August 2010

  • August 18, 2010
    Guest Post

    By Rick Hasen, William H. Hannon Distinguished Professor of Law, Loyola Law School - Los Angeles and Publisher, Election Law Blog.
    Does this week's Ninth Circuit order putting on hold any gay marriages in California pending the resolution of appeals in the case mean that the appellate court is likely to reverse Judge Walker's decision declaring California's Proposition 8 unconstitutional? Or, to the contrary, does the fact that the Ninth Circuit also ordered the Proposition 8 proponents to brief the question whether the initiative proponents have standing to appeal in the case mean that the Court is likely to dismiss the appeal without reaching the merits? I believe caution is in order, and that proponents and opponents of gay marriage should read very little into the Ninth Circuit's order as to how that court is likely to decide the Proposition 8 case. But the Ninth Circuit's decision to issue a stay could increase the chances that the Supreme Court ultimately will side with gay marriage supporters.
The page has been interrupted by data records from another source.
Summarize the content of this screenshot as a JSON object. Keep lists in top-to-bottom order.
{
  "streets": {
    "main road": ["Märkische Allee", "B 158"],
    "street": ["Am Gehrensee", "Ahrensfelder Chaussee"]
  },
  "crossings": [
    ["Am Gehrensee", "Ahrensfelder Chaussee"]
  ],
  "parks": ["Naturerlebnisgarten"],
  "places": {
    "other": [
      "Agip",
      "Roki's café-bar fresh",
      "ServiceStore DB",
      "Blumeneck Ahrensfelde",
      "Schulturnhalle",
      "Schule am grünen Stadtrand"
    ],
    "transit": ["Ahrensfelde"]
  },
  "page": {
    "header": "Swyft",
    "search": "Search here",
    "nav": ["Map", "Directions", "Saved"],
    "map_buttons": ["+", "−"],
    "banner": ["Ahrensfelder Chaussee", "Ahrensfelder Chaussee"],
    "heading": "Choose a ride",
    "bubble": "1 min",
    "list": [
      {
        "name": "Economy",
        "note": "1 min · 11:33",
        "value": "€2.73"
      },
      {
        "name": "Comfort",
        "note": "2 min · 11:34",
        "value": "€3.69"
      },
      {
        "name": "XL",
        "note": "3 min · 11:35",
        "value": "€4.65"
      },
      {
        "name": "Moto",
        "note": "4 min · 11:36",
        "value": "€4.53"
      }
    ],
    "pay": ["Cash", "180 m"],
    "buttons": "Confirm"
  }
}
    Let's begin with the tenuous relationship between the stay order and an ultimate resolution of this case in the Ninth Circuit. As ACSBlog readers no doubt know, on August 4, federal district judge Vaughn Walker declared unconstitutional under the equal protection and due process clauses California's Proposition 8, an initiated constitutional amendment which bars same sex-marriage. On August 12, Judge Walker denied the request by Proposition 8's proponents to stay his ruling pending appeal, though he issued a temporary stay to allow the proponents time to seek a stay from the Ninth Circuit. Judge Walker's stay denial raised the question whether initiative proponents have adequate standing to bring an appeal in the case (given that California government officials have aligned themselves with plaintiffs' position that Proposition 8 is unconstitutional and were not going to appeal).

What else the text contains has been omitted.